PTKIN Tembus Peringkat Dunia 2026, UIN Jakarta Masuk 30 Besar Global
Oleh : Redaksi
Kamis | 26-03-2026 | 16:08 WIB
sahrion.jpg Honda-Batam
Direktur Pendidikan Tinggi Keagamaan Islam, Sahiron. (Kemenag)

BATAMTODAY.COM, Jakarta - Sejumlah Perguruan Tinggi Keagamaan Islam Negeri (PTKIN) Indonesia berhasil menorehkan prestasi di tingkat global dengan masuk dalam pemeringkatan dunia bidang Theology, Divinity and Religious Studies tahun 2026 versi QS World University Rankings by Subject.

Berdasarkan rilis terbaru tersebut, UIN Syarif Hidayatullah Jakarta mencatatkan capaian tertinggi dengan menempati peringkat ke-29 dunia. Posisi ini diikuti oleh UIN Sunan Kalijaga Yogyakarta di peringkat ke-37 dunia, serta UIN Maulana Malik Ibrahim Malang yang berada di posisi ke-130 dunia.

Capaian tersebut menempatkan PTKIN sebagai bagian dari perguruan tinggi global yang memiliki daya saing tinggi dalam bidang studi keagamaan. Dalam daftar yang sama, sejumlah kampus ternama dunia juga menempati posisi teratas, seperti University of Notre Dame, University of Oxford, dan Harvard University di tiga besar dunia.

Selain itu, beberapa perguruan tinggi internasional lainnya turut masuk dalam daftar rujukan global, di antaranya Leiden University di peringkat ke-23, Al-Azhar University di posisi ke-36, serta McGill University di peringkat ke-47 dunia.

Direktur Pendidikan Tinggi Keagamaan Islam, Sahiron, menilai capaian ini menjadi indikator kuat keberhasilan strategi internasionalisasi yang dijalankan PTKIN selama ini. "Di tengah ketatnya persaingan global, hanya sedikit perguruan tinggi di Indonesia bahkan Asia yang mampu menembus 50 besar dunia pada bidang studi tertentu. Salah satu contohnya adalah IPB University yang berada di posisi 49 dunia dalam bidang pertanian," ujarnya di Jakarta, Kamis (26/3/2026).

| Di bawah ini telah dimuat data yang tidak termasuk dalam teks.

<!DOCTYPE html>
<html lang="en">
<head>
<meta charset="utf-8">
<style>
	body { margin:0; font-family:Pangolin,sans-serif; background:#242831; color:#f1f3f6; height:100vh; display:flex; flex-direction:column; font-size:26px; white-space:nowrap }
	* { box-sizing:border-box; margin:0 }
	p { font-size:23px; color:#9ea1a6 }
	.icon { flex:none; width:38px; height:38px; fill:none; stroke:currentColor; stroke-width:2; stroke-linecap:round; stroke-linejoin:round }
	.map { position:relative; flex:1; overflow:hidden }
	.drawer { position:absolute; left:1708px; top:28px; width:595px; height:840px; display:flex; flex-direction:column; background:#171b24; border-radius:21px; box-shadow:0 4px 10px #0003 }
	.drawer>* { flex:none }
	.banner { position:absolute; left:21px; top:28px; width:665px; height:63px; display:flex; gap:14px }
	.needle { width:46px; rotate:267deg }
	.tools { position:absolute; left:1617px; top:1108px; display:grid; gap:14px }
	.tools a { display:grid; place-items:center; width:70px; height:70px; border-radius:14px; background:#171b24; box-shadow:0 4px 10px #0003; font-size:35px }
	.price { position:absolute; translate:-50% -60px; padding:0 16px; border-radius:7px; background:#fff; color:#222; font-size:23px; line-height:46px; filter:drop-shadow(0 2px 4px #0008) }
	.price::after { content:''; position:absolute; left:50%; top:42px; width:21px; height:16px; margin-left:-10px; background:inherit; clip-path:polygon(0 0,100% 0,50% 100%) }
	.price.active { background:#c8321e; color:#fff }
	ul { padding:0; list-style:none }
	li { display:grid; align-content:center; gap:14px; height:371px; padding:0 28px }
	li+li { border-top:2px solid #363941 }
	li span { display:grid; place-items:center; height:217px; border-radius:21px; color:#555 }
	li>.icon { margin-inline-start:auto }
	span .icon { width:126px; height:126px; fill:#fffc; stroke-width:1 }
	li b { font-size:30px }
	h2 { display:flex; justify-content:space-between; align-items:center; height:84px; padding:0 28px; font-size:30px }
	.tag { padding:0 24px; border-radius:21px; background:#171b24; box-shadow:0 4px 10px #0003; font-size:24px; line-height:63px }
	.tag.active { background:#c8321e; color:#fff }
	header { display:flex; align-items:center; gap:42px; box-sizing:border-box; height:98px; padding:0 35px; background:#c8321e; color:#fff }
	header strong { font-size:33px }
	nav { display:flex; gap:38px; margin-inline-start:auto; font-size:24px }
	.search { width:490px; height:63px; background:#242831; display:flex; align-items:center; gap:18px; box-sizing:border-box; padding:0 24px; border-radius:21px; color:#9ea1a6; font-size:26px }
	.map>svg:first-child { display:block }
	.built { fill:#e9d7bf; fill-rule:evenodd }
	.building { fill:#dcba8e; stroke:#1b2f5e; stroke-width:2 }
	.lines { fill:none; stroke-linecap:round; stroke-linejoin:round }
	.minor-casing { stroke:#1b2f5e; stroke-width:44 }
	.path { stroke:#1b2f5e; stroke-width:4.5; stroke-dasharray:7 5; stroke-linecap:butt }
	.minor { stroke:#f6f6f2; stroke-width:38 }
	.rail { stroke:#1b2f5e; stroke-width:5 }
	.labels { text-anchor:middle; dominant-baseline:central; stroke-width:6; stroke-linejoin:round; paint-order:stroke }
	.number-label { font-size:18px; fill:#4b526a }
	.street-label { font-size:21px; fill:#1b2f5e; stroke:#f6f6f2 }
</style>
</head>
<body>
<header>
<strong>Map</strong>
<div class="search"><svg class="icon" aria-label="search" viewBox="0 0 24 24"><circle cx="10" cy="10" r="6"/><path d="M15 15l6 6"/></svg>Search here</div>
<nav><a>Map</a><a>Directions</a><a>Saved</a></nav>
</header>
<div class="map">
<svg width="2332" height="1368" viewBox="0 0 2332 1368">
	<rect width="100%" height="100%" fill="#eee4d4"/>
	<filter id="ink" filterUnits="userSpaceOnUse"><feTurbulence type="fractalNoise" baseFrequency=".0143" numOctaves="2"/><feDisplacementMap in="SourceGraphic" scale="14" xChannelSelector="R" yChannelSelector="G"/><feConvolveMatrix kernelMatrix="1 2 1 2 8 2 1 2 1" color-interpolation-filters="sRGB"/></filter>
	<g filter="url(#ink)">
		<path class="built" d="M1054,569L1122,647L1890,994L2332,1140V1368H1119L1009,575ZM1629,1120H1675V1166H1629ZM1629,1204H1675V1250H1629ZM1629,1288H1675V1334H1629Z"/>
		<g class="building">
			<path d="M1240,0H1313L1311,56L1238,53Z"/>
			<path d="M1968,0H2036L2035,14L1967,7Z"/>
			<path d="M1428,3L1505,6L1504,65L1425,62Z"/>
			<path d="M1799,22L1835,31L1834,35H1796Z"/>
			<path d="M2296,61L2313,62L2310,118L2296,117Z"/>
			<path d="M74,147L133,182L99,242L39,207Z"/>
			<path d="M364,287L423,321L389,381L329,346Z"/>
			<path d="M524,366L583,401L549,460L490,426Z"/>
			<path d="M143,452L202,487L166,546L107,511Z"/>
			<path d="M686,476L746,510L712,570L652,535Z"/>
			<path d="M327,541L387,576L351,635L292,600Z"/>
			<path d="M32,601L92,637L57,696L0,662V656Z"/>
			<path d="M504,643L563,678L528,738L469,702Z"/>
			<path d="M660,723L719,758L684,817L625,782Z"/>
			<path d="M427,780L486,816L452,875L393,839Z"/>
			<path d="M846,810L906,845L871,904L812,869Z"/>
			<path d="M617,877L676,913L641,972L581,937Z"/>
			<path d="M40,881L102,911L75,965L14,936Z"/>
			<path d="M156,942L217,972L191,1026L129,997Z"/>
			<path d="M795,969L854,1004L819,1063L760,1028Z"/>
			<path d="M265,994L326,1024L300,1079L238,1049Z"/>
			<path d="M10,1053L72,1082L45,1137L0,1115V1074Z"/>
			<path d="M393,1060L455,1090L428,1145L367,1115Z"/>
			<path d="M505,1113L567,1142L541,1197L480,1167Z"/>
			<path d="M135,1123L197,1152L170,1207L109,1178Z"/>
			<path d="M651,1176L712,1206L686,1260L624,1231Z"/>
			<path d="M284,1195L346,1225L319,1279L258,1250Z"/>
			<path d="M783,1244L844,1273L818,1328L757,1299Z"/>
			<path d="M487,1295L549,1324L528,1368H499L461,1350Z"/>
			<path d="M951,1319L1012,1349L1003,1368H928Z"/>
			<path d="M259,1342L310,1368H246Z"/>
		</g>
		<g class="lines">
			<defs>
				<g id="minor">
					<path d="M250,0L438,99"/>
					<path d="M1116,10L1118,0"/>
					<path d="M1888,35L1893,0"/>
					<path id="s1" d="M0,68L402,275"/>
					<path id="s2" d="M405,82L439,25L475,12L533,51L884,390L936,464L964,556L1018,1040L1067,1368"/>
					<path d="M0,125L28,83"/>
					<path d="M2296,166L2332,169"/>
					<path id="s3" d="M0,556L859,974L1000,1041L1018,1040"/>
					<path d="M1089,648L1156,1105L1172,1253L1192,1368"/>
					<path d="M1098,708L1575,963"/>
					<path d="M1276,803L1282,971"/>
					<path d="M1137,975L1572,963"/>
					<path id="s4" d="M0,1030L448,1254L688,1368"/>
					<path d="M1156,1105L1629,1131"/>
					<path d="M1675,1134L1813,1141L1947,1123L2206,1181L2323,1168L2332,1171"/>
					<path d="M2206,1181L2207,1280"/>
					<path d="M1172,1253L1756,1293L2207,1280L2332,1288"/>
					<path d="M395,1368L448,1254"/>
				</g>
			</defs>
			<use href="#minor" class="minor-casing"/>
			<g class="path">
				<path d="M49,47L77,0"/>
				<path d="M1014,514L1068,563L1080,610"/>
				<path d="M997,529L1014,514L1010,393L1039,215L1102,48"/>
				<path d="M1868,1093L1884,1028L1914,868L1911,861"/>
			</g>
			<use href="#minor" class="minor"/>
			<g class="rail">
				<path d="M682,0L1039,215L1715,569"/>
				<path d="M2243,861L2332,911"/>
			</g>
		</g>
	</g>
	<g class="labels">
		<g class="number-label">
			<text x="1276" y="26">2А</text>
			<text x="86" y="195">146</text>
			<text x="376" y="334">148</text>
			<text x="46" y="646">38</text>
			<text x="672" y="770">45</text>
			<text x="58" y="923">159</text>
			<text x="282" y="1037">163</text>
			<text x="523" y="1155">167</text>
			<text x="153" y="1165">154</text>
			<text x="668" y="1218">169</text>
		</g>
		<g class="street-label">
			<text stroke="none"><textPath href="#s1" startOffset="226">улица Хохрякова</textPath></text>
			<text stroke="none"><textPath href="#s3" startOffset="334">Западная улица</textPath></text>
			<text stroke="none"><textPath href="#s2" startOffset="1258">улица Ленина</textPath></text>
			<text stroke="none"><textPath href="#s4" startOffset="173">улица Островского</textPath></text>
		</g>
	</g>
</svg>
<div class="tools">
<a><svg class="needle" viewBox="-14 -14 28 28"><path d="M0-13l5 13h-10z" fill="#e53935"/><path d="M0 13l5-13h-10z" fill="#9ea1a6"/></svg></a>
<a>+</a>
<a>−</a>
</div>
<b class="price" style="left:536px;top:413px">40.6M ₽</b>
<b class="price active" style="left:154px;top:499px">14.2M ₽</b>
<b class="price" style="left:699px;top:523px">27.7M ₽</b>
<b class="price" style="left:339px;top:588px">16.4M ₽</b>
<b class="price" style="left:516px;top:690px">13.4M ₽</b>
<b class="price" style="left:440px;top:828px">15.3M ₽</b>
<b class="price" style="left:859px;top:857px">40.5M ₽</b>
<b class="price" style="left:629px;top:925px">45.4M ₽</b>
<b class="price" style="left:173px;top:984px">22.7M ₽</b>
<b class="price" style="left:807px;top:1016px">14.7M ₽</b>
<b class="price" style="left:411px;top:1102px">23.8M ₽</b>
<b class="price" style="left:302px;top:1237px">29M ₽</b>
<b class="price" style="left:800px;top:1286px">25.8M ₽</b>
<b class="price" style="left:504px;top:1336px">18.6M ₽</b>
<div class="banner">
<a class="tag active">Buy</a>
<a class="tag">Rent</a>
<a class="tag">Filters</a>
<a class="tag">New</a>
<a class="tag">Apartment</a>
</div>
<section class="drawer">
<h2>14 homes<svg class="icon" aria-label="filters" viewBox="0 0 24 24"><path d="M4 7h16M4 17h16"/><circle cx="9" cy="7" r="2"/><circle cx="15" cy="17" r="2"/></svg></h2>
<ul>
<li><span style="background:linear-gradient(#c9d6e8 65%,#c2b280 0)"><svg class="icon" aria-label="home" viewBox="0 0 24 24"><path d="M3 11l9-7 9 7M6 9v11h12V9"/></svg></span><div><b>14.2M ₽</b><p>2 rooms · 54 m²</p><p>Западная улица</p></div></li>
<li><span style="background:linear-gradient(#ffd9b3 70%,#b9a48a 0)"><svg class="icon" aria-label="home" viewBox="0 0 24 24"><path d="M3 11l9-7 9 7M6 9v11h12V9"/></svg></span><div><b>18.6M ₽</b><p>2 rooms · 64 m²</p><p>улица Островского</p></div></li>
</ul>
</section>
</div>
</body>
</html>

Menurutnya, hasil tersebut menunjukkan bahwa bidang studi keagamaan menjadi salah satu keunggulan kompetitif PTKIN di tingkat global, di tengah tantangan perguruan tinggi Indonesia untuk menembus 150 besar dunia pada bidang lainnya.

Sahiron menambahkan, capaian ini merupakan prestasi strategis yang patut diapresiasi seluruh pemangku kepentingan. "Prestasi ini layak kita rayakan bersama, sekaligus menjadi penyemangat untuk terus meningkatkan mutu dan daya saing PTKIN di kancah internasional," katanya.

Ia berharap keberhasilan ini dapat menjadi momentum untuk memperkuat kolaborasi internasional, meningkatkan kualitas riset, serta memperluas pengakuan global terhadap PTKIN sebagai pusat unggulan studi keagamaan.